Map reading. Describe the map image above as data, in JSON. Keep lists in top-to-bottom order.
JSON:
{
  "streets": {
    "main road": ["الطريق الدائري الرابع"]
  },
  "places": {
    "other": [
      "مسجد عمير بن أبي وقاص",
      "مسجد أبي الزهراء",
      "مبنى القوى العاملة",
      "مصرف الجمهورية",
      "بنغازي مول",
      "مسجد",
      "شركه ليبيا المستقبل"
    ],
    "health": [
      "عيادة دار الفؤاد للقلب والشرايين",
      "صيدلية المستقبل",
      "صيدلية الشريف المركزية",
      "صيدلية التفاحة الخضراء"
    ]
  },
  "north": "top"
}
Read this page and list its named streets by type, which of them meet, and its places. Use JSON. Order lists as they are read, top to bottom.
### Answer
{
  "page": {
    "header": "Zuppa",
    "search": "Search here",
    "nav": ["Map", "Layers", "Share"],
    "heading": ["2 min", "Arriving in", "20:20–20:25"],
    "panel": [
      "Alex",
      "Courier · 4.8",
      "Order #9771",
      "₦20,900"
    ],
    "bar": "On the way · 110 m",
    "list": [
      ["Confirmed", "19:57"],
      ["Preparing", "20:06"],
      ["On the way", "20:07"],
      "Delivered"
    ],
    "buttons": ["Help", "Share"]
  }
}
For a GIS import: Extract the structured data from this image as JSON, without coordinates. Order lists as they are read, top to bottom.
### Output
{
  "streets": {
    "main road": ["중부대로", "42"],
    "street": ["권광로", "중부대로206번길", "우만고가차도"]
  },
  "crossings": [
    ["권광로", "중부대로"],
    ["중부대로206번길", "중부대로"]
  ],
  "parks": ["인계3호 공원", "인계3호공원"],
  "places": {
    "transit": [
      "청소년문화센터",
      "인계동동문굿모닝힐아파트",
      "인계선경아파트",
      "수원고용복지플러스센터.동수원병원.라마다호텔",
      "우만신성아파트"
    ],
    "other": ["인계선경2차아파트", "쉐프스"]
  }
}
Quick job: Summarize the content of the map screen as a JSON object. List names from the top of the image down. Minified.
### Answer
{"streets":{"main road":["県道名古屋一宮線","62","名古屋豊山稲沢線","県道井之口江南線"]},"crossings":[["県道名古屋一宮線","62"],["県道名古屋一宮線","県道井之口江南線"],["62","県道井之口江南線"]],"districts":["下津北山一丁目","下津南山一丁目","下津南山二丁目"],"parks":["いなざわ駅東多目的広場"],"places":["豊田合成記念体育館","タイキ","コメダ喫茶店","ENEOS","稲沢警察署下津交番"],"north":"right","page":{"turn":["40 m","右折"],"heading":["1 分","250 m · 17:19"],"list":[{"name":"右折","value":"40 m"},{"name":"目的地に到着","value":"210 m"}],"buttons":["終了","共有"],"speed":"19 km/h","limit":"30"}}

#####

* **EXERCISE PROMPT**
Supply only the number of lines above in which "this" occurs.

* **ANSWER TO THE PROBLEM**
2